Archdall, who took up residence near Derby,1 sat in the Irish house of commons for Ardfert (1790-7) and Killybegs (1797-1800). Unlike his half-brother Mervyn, he was a placeman who supported government and the Act of Union, which disfranchised his seat.2 He was promised civil employment worth £500 p.a. as his reward by Cornwallis, and it appears that a seat at the canal board was thought of for him, though he would have preferred a place for his brother. As it was, he waived all engagements in March 1801, when he was returned on a vacancy for Kilkenny city on Lord Desart’s interest.3 He made himself useful to Addington’s administration in debate, defending the continuation of martial law in Ireland, 27 May 1801, commending Abbot’s services as Irish secretary, 10 Feb., defending the American Treaty bill, 5 Mar., and on 12 Apr. 1802 answering Burdett’s critique of the government of Ireland at some length.
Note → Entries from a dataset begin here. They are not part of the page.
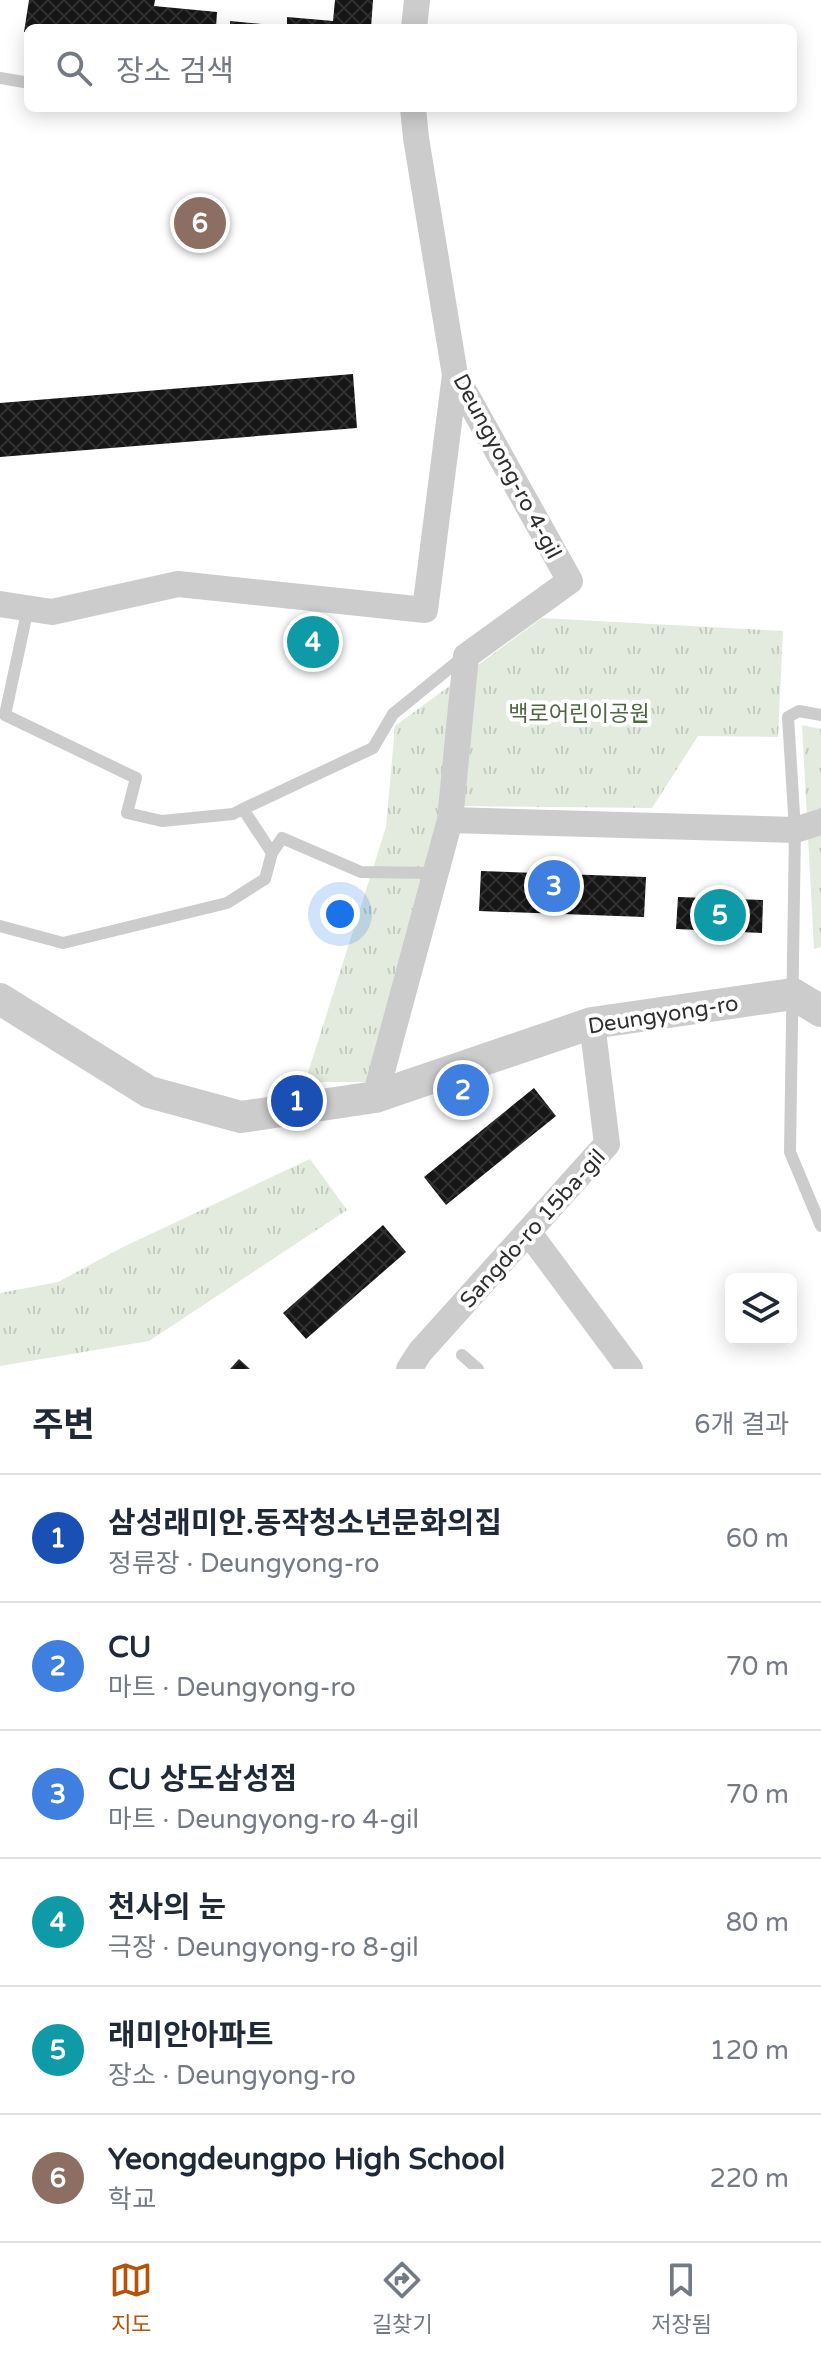 <!DOCTYPE html>
<html lang="ko">
<head>
<meta charset="utf-8">
<style>
  :root { --surface:#fff; --page:#f2f2f3; --text:#1f2937; --muted:#747a83; --line:#e0e1e3; --accent:#b45309 }
  body { margin:0; font-family:"Varela Round","Noto Sans KR",sans-serif; background:var(--page); color:var(--text) }
  .controls { position:absolute; right:24px; bottom:24px; display:grid; overflow:hidden; border-radius:12px; box-shadow:0 4px 20px #0003 }
  .controls button { width:72px; height:72px; display:grid; place-items:center; padding:0; border:0; border-bottom:2px solid var(--line); background:var(--surface); color:var(--text); font:40px sans-serif }
  .you { position:absolute; left:340px; top:914px; width:28px; height:28px; margin:-20px; border:6px solid #fff; border-radius:50%; background:#1a73e8; box-shadow:0 0 0 12px #1a73e833 }
  .badge { display:grid; place-items:center; width:52px; height:52px; border-radius:50%; background:var(--accent); color:#fff; font-size:26px; font-weight:700 }
  .pin { position:absolute; translate:-50% -50%; border:4px solid #fff; box-shadow:0 2px 8px #0006 }
  .list { margin:0; padding:0; list-style:none }
  h2 { display:flex; justify-content:space-between; align-items:center; height:104px; margin:0; padding:0 32px; font-size:34px }
  h2 small { font-size:26px; font-weight:400; color:var(--muted) }
  .list li { display:grid; grid-template-columns:52px 1fr auto; gap:24px; align-items:center; box-sizing:border-box; height:128px; padding:0 32px; border-top:2px solid var(--line) }
  .list b { display:block; font-size:30px; white-space:nowrap }
  .list p { margin:0; font-size:26px; white-space:nowrap; color:var(--muted) }
  .list em { font-size:26px; font-style:normal; color:var(--muted) }
  .icon { flex:none; width:44px; height:44px; fill:none; stroke:currentColor; stroke-width:2; stroke-linecap:round; stroke-linejoin:round }
  .map { position:relative; flex:none; width:821px; height:1369px; overflow:hidden }
  .search { position:absolute; background:var(--surface); box-shadow:0 4px 20px #0003; left:24px; right:24px; top:24px; height:88px; display:flex; align-items:center; gap:20px; box-sizing:border-box; padding:0 28px; border-radius:12px; color:var(--muted); font-size:30px }
  .sheet { height:872px; background:var(--surface) }
  nav { display:flex; justify-content:space-around; align-items:center; box-sizing:border-box; height:112px; border-top:2px solid var(--line); background:var(--surface); font-size:22px; color:var(--muted) }
  nav a { display:grid; justify-items:center; gap:4px }
  nav .on { color:var(--accent) }
  .map>svg:first-child { display:block }
  .park { fill:url(#park-tufts) }
  .building { fill:url(#building-cross-hatch) }
  .lines { fill:none; stroke-linecap:round; stroke-linejoin:round }
  .service { stroke:#ccc; stroke-width:12 }
  .minor { stroke:#ccc; stroke-width:26 }
  .tertiary { stroke:#ccc; stroke-width:32 }
  .labels { text-anchor:middle; stroke-width:8; stroke-linejoin:round; paint-order:stroke }
  .street-label { font-size:22px; fill:#2f2f2f; stroke:#fff }
  .park-label { font-size:22px; fill:#4d6740; stroke:#fff }
</style>
</head>
<body>
<div class="map">
<svg width="821" height="1369" viewBox="0 0 821 1369">
  <defs>
    <pattern id="park-tufts" width="24" height="20" patternUnits="userSpaceOnUse" patternTransform="scale(2)"><rect width="24" height="20" fill="#e3ebde"/><path d="M3 7l-1-3M5 7V3M7 7l1-3M15 17l-1-3M17 17v-4M19 17l1-3" fill="none" stroke="#c3cabf"/></pattern>
    <pattern id="building-cross-hatch" width="8" height="8" patternUnits="userSpaceOnUse" patternTransform="scale(2)"><rect width="8" height="8" fill="#161616"/><path d="M0 0l8 8M0 8l8-8" fill="none" stroke="#303030"/></pattern>
  </defs>
  <rect width="100%" height="100%" fill="#fff"/>
  <g class="park">
    <path d="M542 618 783 631 778 737 698 736 652 808 449 806 367 1082H305L386 827 395 726Z"/>
    <path d="M802 725 821 729V947L814 949Z"/>
    <path d="M310 1159 347 1210 149 1341 0 1366V1293L58 1282 123 1247Z"/>
  </g>
  <g class="building">
    <path d="M29 0H155L154 6 217 12 216 28H28V32H24Z"/>
    <path d="M335 0H373L371 28H287V17L333 21Z"/>
    <path d="M230 21 282 26 281 28H230Z"/>
    <path d="M353 374 357 428 0 457V403Z"/>
    <path d="M481 871 646 877 644 917 479 911Z"/>
    <path d="M678 897 763 900 762 933 676 929Z"/>
    <path d="M534 1088 556 1116 446 1205 424 1177Z"/>
    <path d="M383 1225 406 1252 306 1339 283 1313Z"/>
    <path d="M239 1359 250 1369H230Z"/>
  </g>
  <g class="lines">
    <g class="service">
      <path d="M0 78 24 82"/>
      <path d="M28 608 5 715 136 778 127 813 162 821 233 814 243 809 373 748 393 714 462 658"/>
      <path d="M821 715 799 711 788 717 795 830 790 1152 821 1226"/>
      <path d="M272 853 282 838 361 872 436 873"/>
      <path d="M0 926 63 943 227 903 265 879 272 853 243 809"/>
      <path d="M462 1355 478 1369"/>
    </g>
    <g class="minor">
      <path d="M414 28 417 0"/>
      <path d="M0 604 52 612 178 584 425 610 455 375"/>
      <path d="M450 820 795 830 821 822"/>
      <path d="M375 1097 450 820 466 656 570 581 455 375 416 138 413 108"/>
      <path d="M529 1233 630 1369"/>
      <path d="M409 1369 420 1352 607 1144 592 1023"/>
    </g>
    <path class="tertiary" d="M0 999 149 1092 241 1117 375 1097 592 1023 793 994 821 1011"/>
  </g>
  <g class="labels">
    <g class="street-label">
      <text transform="translate(508 466) rotate(62)" y="8">Deungyong-ro 4-gil</text>
      <text transform="translate(663 1014) rotate(-9)" y="8">Deungyong-ro</text>
      <text transform="translate(532 1228) rotate(-48)" y="8">Sangdo-ro 15ba-gil</text>
    </g>
    <g class="park-label">
      <text x="579" y="721">백로어린이공원</text>
    </g>
  </g>
</svg>
<div class="controls">
<button><svg class="icon" aria-label="layers" viewBox="0 0 24 24"><path d="M12 4l9 5-9 5-9-5zM3 14l9 5 9-5"/></svg></button>
</div>
<div class="you"></div>
<div class="pin badge" style="left:297px;top:1101px;background:#1a4fb4">1</div>
<div class="pin badge" style="left:463px;top:1090px;background:#3f7fe0">2</div>
<div class="pin badge" style="left:554px;top:886px;background:#3f7fe0">3</div>
<div class="pin badge" style="left:313px;top:642px;background:#0f9aa8">4</div>
<div class="pin badge" style="left:720px;top:915px;background:#0f9aa8">5</div>
<div class="pin badge" style="left:200px;top:223px;background:#8d6e63">6</div>
<div class="search"><svg class="icon" aria-label="search" viewBox="0 0 24 24"><circle cx="10" cy="10" r="6"/><path d="M15 15l6 6"/></svg>장소 검색</div>
</div>
<section class="sheet">
<h2>주변<small>6개 결과</small></h2>
<ul class="list">
<li><span class="badge" style="background:#1a4fb4">1</span><div><b>삼성래미안.동작청소년문화의집</b><p>정류장 · Deungyong-ro</p></div><em>60 m</em></li>
<li><span class="badge" style="background:#3f7fe0">2</span><div><b>CU</b><p>마트 · Deungyong-ro</p></div><em>70 m</em></li>
<li><span class="badge" style="background:#3f7fe0">3</span><div><b>CU 상도삼성점</b><p>마트 · Deungyong-ro 4-gil</p></div><em>70 m</em></li>
<li><span class="badge" style="background:#0f9aa8">4</span><div><b>천사의 눈</b><p>극장 · Deungyong-ro 8-gil</p></div><em>80 m</em></li>
<li><span class="badge" style="background:#0f9aa8">5</span><div><b>래미안아파트</b><p>장소 · Deungyong-ro</p></div><em>120 m</em></li>
<li><span class="badge" style="background:#8d6e63">6</span><div><b>Yeongdeungpo High School</b><p>학교</p></div><em>220 m</em></li>
</ul>
</section>
<nav>
<a class="on"><svg class="icon" aria-label="map" viewBox="0 0 24 24"><path d="M3 6l6-2 6 2 6-2v14l-6 2-6-2-6 2zM9 4v14M15 6v14"/></svg>지도</a>
<a><svg class="icon" aria-label="directions" viewBox="0 0 24 24"><path d="M12 3l9 9-9 9-9-9zM9 14v-3h6M13 9l2 2-2 2"/></svg>길찾기</a>
<a><svg class="icon" aria-label="saved" viewBox="0 0 24 24"><path d="M7 4h10v16l-5-4-5 4z"/></svg>저장됨</a>
</nav>
</body>
</html>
At the dissolution of 1802, Archdall again waived his Union engagement when government secured his return for Lord Roden’s borough of Dundalk, after failing to ensure his re-election at Kilkenny. He had been listed as the third most important of the Irish placemen whom government wished to provide with a seat and the chief secretary thought that ‘there are occasions when he may be really useful’.4 So it proved. On 24 Nov. 1802 he was again a spokesman for ministers on Ireland and peace and on 8 Dec. declared that ‘the true voice of the nation’ favoured peace, though he had no confidence in the French regime. He voted with government against inquiry into the Prince of Wales’s debts, 4 Mar. 1803. On 3 June he defended ministers on the resumption of hostilities with France, expressing his confidence that Ireland would resist invasion by Buonaparte, and on 30 June, 28 July, 4 and 10 Aug. 1803 he defended ministers’ defence arrangements for Ireland. Archdall was a member of the Irish finance committee next session and gave a ‘decided negative’ to Wrottesley’s censure of the Irish government’s conduct during Emmet’s rising, 7 Mar. 1804, was teller for the Irish militia augmentation bill, 11 Mar., and on 28 Mar. praised the record of the Irish militia. He went on to support Pitt’s second ministry and was in the minority against the censure of Melville, 8 Apr. 1805. On 14 May 1805 he spoke and voted against Catholic claims. Archdall who was ‘not in easy circumstances’ did not find a seat in 1806, but a letter of his to Lord Grenville, 20 Dec. hinted that he was well disposed to the latter’s ministry and eager to be in Parliament again.5 Archdall never was. He died 8 Feb. 1824.

Ref Volumes: 1790-1820

Author: Arthur Aspinall


  • 1. E. Robinson, Annals of Science (1953), ix. 362.
  • 2. Add. 33119, f. 47.
  • 3. PRO 30/9/13, pt. 2; HO 100/103, f. 108.
  • 4. PRO 30/9/9, pt. 1/10, Archdall to Abbot, 2 Nov. 1801; Add. 35713, f. 122; 35781, f. 92; Wickham mss 5/5, Wickham to Stair, 17 June; 5/10, Hardwicke to Wickham, 2 June 1802.
  • 5. Spencer mss, Irish list, May 1806; Fortescue mss.